2. L'émergence d'une gestion coordonnée de la situation internationale

a) Une harmonisation tardive entre les instances internationales compétentes
(1) Une divergence de points de vue à la base

Jusqu'au lancement, en mai 2005, de la Stratégie mondiale pour le contrôle progressif de la grippe aviaire par l'Organisation des Nations Unies pour l'alimentation et l'agriculture (FAO) et l'Organisation mondiale de la santé animale (OIE), en collaboration avec l'Organisation mondiale de la santé (OMS), et l'organisation de la conférence de Genève en novembre 2005 , consacrée à la mise au point d'une approche commune de la grippe aviaire et de la grippe pandémique humaine , réunissant conjointement l'OMS, la FAO, l'OIE et la Banque mondiale, l'absence d'harmonisation entre les positions des instances internationales compétentes était flagrante.

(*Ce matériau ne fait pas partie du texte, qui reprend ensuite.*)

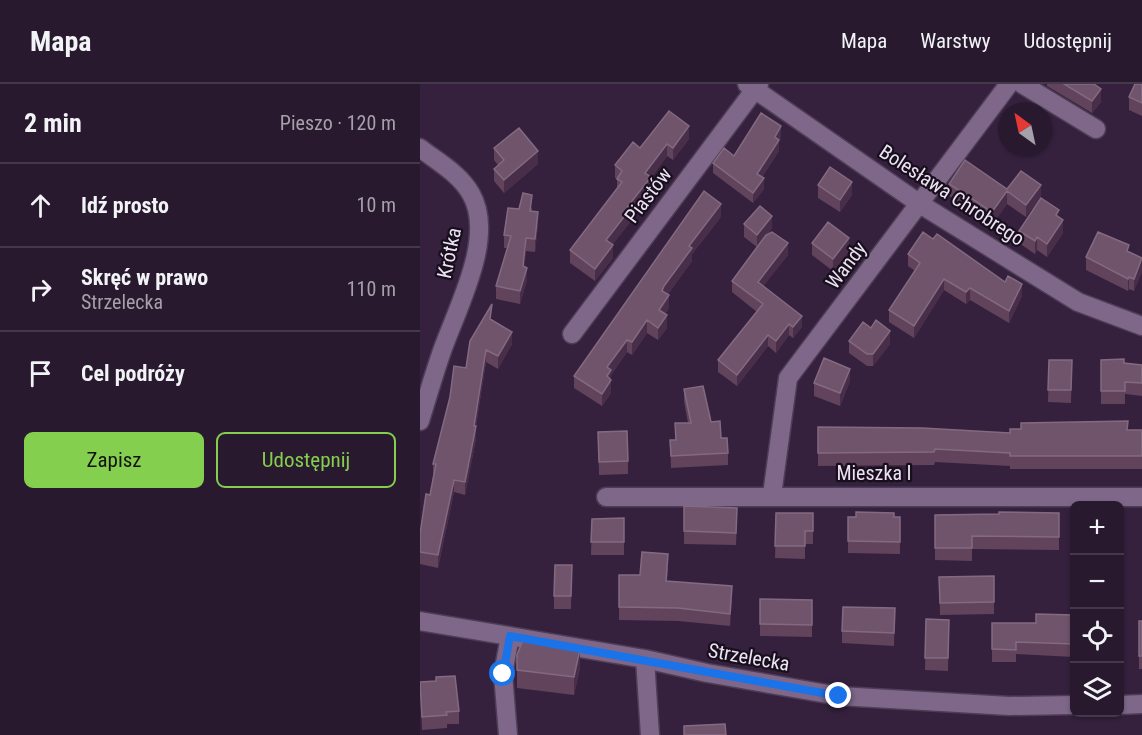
<!DOCTYPE html>
<html lang="pl">
<head>
<meta charset="utf-8">
<style>
	body { margin:0; font-family:"Roboto Condensed",sans-serif; background:#302236; color:#f1f3f6 }
	.controls { position:absolute; right:18px; bottom:18px; display:grid; overflow:hidden; border-radius:9px; box-shadow:0 2px 4px #0004 }
	.controls button { width:54px; height:54px; display:grid; place-items:center; padding:0; border:0; border-bottom:2px solid #44384a; background:#28192e; color:#f1f3f6; font:30px sans-serif }
	.compass { position:absolute; left:578px; top:18px; width:54px; height:54px; border-radius:50%; background:#28192e; box-shadow:0 2px 4px #0004; rotate:327deg }
	.stop { position:absolute; width:18px; height:18px; margin:-14px; border:4px solid #1a73e8; border-radius:50%; background:#fff }
	.stop.end { background:#1a73e8; border-color:#fff; box-shadow:0 2px 6px #0008 }
	.list { margin:0; padding:0; list-style:none }
	h2 { display:flex; justify-content:space-between; align-items:center; height:78px; margin:0; padding:0 24px; font-size:26px }
	h2 small { font-size:20px; font-weight:400; color:#a5a0aa }
	.list li { display:grid; grid-template-columns:39px 1fr auto; gap:18px; align-items:center; box-sizing:border-box; height:84px; padding:0 24px; border-top:2px solid #44384a }
	.list b { display:block; font-size:22px; white-space:nowrap }
	.list p { margin:0; font-size:20px; white-space:nowrap; color:#a5a0aa }
	.list em { font-size:20px; font-style:normal; color:#a5a0aa }
	.actions { display:flex; gap:12px; padding:18px 24px }
	.actions a { flex:1; padding:14px 0; border:2px solid #84cf4d; border-radius:9px; text-align:center; font-size:21px; color:#84cf4d }
	.actions .main { background:#84cf4d; color:#111 }
	.icon { flex:none; width:33px; height:33px; fill:none; stroke:currentColor; stroke-width:2; stroke-linecap:round; stroke-linejoin:round }
	.map { position:relative; flex:none; width:722px; height:651px; overflow:hidden }
	header { display:flex; align-items:center; gap:36px; box-sizing:border-box; height:84px; padding:0 30px; background:#28192e; border-bottom:2px solid #44384a }
	header strong { font-size:28px }
	nav { display:flex; gap:33px; margin-inline-start:auto; font-size:21px }
	main { display:flex }
	aside { flex:1; background:#28192e }
	.map>svg:first-child { display:block }
	.lines { fill:none; stroke-linecap:round; stroke-linejoin:round }
	.minor-casing { stroke:#4e3d56; stroke-width:21 }
	.minor { stroke:#7e6789; stroke-width:18 }
	.wall { fill:#61435b }
	.shaded-wall { fill:#492e49 }
	.building { fill:#70546c; stroke:#836a81; stroke-width:1.5 }
	.route { stroke:#1a73e8; stroke-width:8 }
	.labels { text-anchor:middle; stroke-width:4.5; stroke-linejoin:round; paint-order:stroke }
	.street-label { font-size:20px; fill:#ede1f4; stroke:#180f1c }
</style>
</head>
<body>
<header>
<strong>Mapa</strong>
<nav><a>Mapa</a><a>Warstwy</a><a>Udostępnij</a></nav>
</header>
<main>
<aside>
<h2>2 min<small>Pieszo · 120 m</small></h2>
<ul class="list">
<li><svg class="icon" aria-label="ahead" viewBox="0 0 24 24"><path d="M12 20V5M6 11l6-6 6 6"/></svg><div><b>Idź prosto</b></div><em>10 m</em></li>
<li><svg class="icon" aria-label="right" viewBox="0 0 24 24"><path d="M7 20v-9h11M14 6l5 5-5 5"/></svg><div><b>Skręć w prawo</b><p>Strzelecka</p></div><em>110 m</em></li>
<li><svg class="icon" aria-label="arrive" viewBox="0 0 24 24"><path d="M6 21V4h12l-3 4 3 4H6"/></svg><div><b>Cel podróży</b></div></li>
</ul>
<div class="actions"><a class="main">Zapisz</a><a>Udostępnij</a></div>
</aside>
<div class="map">
<svg width="722" height="651" viewBox="0 0 722 651">
	<rect width="100%" height="100%" fill="#35213e"/>
	<g class="lines">
		<defs>
			<path id="minor" d="M327 0 500 120 658 218 722 242
				M602 0 676 45
				M0 64C18 78 40 90 51 110 76 153 37 224 22 267 14 290 7 314 0 337
				M152 250 339 0
				M352 411 368 294 589 0
				M186 413H722
				M0 537 225 575 287 589 419 612 589 622 654 621
				M225 575 230 651
				M700 621 722 620
				M88 651 83 590 90 552"/>
		</defs>
		<use href="#minor" class="minor-casing"/>
		<use href="#minor" class="minor"/>
	</g>
	<path class="wall" d="M627 0H674L681 18 672 29 627 2Z
		M722 0V32L709 26V13Z
		M361 53 359 57V67L342 93 344 105 333 119 293 89V79L314 72Z
		M269 55 253 76 247 72 231 94V106L211 131V137L192 161 193 174 175 197 150 179V166L197 105V95L195 94V81L220 64Z
		M74 64 118 80 84 109 74 97V85L78 81 74 76Z
		M529 100 587 105 621 113 606 133 587 120 572 141 529 112Z
		M398 101 432 111 420 128 398 114Z
		M112 124V127L118 140 115 168 106 167 104 183 107 196 100 220 76 215V202L87 164H84V151L99 125Z
		M301 133 272 170V177L248 210 249 224 245 230 247 244 238 256 227 249 212 271 207 268 191 291V309L182 322 154 304V292Z
		M639 133 643 149 627 173 617 166 615 170 599 159V147Z
		M324 140 352 144 347 151 368 171 343 202 382 243 373 254 369 251 356 269 348 262 317 302 298 288V276L337 228 312 208V197L337 163 324 153Z
		M392 159 429 167 413 187 392 171Z
		M709 168 722 174 714 207 709 205 708 207 666 186V173Z
		M488 170 602 212 589 239 550 216 546 220 524 206 494 254 469 238V226L495 187 488 182Z
		M71 236 92 260 78 285 66 278 56 342V355L45 411 34 408 18 484 0 480V450L10 411 13 392V380L46 284Z
		M429 257 470 260 453 282H447L429 269Z
		M629 276H652L651 319 628 318Z
		M681 276 722 281V312L705 310V320H681Z
		M430 297 420 322 394 312V299Z
		M264 305 291 338 301 354 308 369V381L251 384 250 356H256L255 339H268L264 317Z
		M398 343 590 349 722 346V385H590V382L515 378 514 381 398 382Z
		M178 348 208 377V390L179 391Z
		M264 422 317 436 316 461 264 460Z
		M356 429H393V460H385V475L355 474Z
		M639 429V466L552 465V477L515 476V431Z
		M428 433H480V470L428 469Z
		M204 434V471H171L172 435Z
		M152 481 151 525H134V512Z
		M248 483 247 497 312 515 310 542 258 537 199 536V491H220Z
		M574 492V530L520 531 519 493Z
		M340 515 392 516V553L340 552Z
		M475 524 474 562 422 559V547Z
		M654 531V573L596 570V578H572V539H616Z
		M506 535 529 536 528 587 505 586Z
		M719 537H722V585H719Z
		M97 571 160 584 154 611 97 604Z
		M0 598 39 627V640H27V644L2 646Z"/>
	<path class="shaded-wall" d="M681 5V18L672 29V17Z
		M269 42V55L253 76V64Z
		M361 42V53L359 57V67L337 100V90L355 53Z
		M247 60V72L231 94V106L211 131V137L186 169V156L225 89Z
		M118 67V80L84 109V96Z
		M344 94V105L333 119V109Z
		M432 98V111L420 128V116Z
		M621 101V113L606 133V121Z
		M587 107V120L572 141V128Z
		M301 120V133L272 170V177L244 215 242 207 244 202 269 162Z
		M118 128V140L115 168V155Z
		M352 132V144L337 163V151Z
		M643 136V149L627 173V160Z
		M617 153V166L615 170V157Z
		M106 154V167L103 195V182Z
		M429 154V167L413 187V175Z
		M368 159V171L338 209V198Z
		M193 161V174L175 197V185Z
		M722 176V189L714 207V195Z
		M107 184V196L100 220V207Z
		M709 193V205L708 207V195Z
		M524 195V206L494 254V242Z
		M602 200V212L589 239V227Z
		M550 204V216L546 220V208Z
		M249 211V224L239 238V226Z
		M247 231V244L238 256V244Z
		M382 232V243L373 254V243Z
		M227 236V249L212 271V258Z
		M369 240V251L356 269V257Z
		M470 247V260L453 282V270Z
		M92 248V260L78 285V272Z
		M348 251V262L317 302V291Z
		M207 256V268L191 291V309L182 322V310L187 283Z
		M66 266V278L55 347 56 342V355L45 411V398Z
		M430 285V297L420 322V309Z
		M34 396V408L18 484V471Z
		M312 502V515L310 542V530Z
		M160 565V584L154 611V593Z"/>
	<path class="building" d="M644 0H674L681 5 672 17Z
		M715 0H722V19L709 13Z
		M249 27 269 42 253 64 247 60 225 89 231 93 208 122 211 124 186 156 193 161 175 185 150 166 202 98 197 95 202 87 195 81 213 58 220 64Z
		M341 29 361 42 355 53 359 56 337 90 344 94 333 109 293 79 304 64 314 72Z
		M99 44 118 67 84 96 74 85 84 76 74 64Z
		M545 76 587 105 601 87 621 101 606 121 587 107 572 128 529 100Z
		M410 83 432 98 420 116 398 101Z
		M284 107 301 120 269 162 272 164 244 202 242 207 249 211 239 226 247 231 238 244 227 236 212 258 207 256 187 283 191 286 187 292 191 296 182 310 154 292Z
		M103 109 112 111 110 127 118 128 115 155 106 154 103 182 107 184 100 207 76 202 91 152 84 151 88 124 99 125Z
		M621 114 639 126 636 131 643 136 627 160 617 153 615 157 599 147Z
		M340 122 352 132 337 151 324 140Z
		M408 138 429 154 413 175 392 159Z
		M352 148 368 159 338 198 382 232 373 243 369 240 356 257 348 251 317 291 298 276 343 220 312 197 346 151Z
		M503 148 513 155 517 150 585 198 588 192 602 200 589 227 550 204 546 208 524 195 494 242 469 226 500 179 488 170Z
		M678 148 709 161 707 167 722 174 714 195 709 193 708 195 666 173Z
		M72 220 70 235 92 248 78 272 66 266 54 342H56L45 398 34 396 18 471 0 468V450L6 410 10 411 16 380H13L30 313 34 282 46 284 50 257Z
		M456 236 470 247 453 270H447L429 257 443 238 451 244Z
		M404 274 430 285 420 309 394 299Z
		M704 275V279L722 281V299L705 298V307H681V276Z
		M629 276H652L651 306H628Z
		M283 302 291 338 300 337 301 354H307L308 369 251 372 250 356H256L255 339H271L264 305Z
		M708 337 707 346H722V372H590V369L515 365 514 368 398 369V343L502 344 590 349V345H601V339Z
		M207 347 208 377 179 378 178 348Z
		M264 422 317 424 316 449 264 447Z
		M436 428 474 429V433H480V458L428 457V433H436Z
		M579 428 639 429V453L552 452V464H515V431L579 430Z
		M356 429H393V447H385V462H355Z
		M204 434V458H171L172 435Z
		M222 468 248 470 246 497 312 502 310 530 258 524 199 523V491H220Z
		M135 481H152L151 512H134Z
		M574 492V518L520 519 519 493Z
		M340 515 392 516V541L340 540Z
		M423 523 475 524 474 549 422 547Z
		M616 530 654 531V560L596 558V566L572 565V539H616Z
		M506 535 529 536 528 574H505Z
		M719 537H722V572H719Z
		M103 556 160 565 154 593 97 586V571Z
		M35 592 39 627 26 628 27 631 2 633 0 598 16 597V593Z
		M305 640 306 651H264V642Z"/>
	<g class="lines">
		<path class="route" d="M83 590 90 552 419 612"/>
	</g>
	<g class="labels">
		<g class="street-label">
			<text transform="translate(228 111) rotate(-53)" y="7">Piastów</text>
			<text transform="translate(532 111) rotate(33)" y="7">Bolesława Chrobrego</text>
			<text transform="translate(29 169) rotate(-78)" y="7">Krótka</text>
			<text transform="translate(426 181) rotate(-53)" y="7">Wandy</text>
			<text x="454" y="396">Mieszka I</text>
			<text transform="translate(329 573) rotate(10)" y="7">Strzelecka</text>
		</g>
	</g>
</svg>
<div class="controls">
<button>+</button>
<button>−</button>
<button><svg class="icon" aria-label="locate" viewBox="0 0 24 24"><circle cx="12" cy="12" r="6"/><path d="M12 2v4M12 18v4M2 12h4M18 12h4"/></svg></button>
<button><svg class="icon" aria-label="layers" viewBox="0 0 24 24"><path d="M12 4l9 5-9 5-9-5zM3 14l9 5 9-5"/></svg></button>
</div>
<svg class="compass" viewBox="-18 -18 36 36"><path d="M0-13l5 13h-10z" fill="#e53935"/><path d="M0 13l5-13h-10z" fill="#a5a0aa"/></svg>
<div class="stop" style="left:83px;top:590px"></div>
<div class="stop end" style="left:419px;top:612px"></div>
</div>
</main>
</body>
</html>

Ainsi, l'OMS, en 2004, avait annoncé l'imminence d'une pandémie grippale humaine, ayant pour origine la mutation du virus aviaire H5N1, sans fondement scientifique valide . D'aucuns ont pu y voir l'influence de grands groupes pharmaceutiques qui, en exerçant un lobbying appuyé auprès de l'OMS pour qu'elle exhorte les pays développés à se constituer des stocks de médicaments antiviraux, se sont assurés des résultats économiques très satisfaisants au cours de l'année 2005.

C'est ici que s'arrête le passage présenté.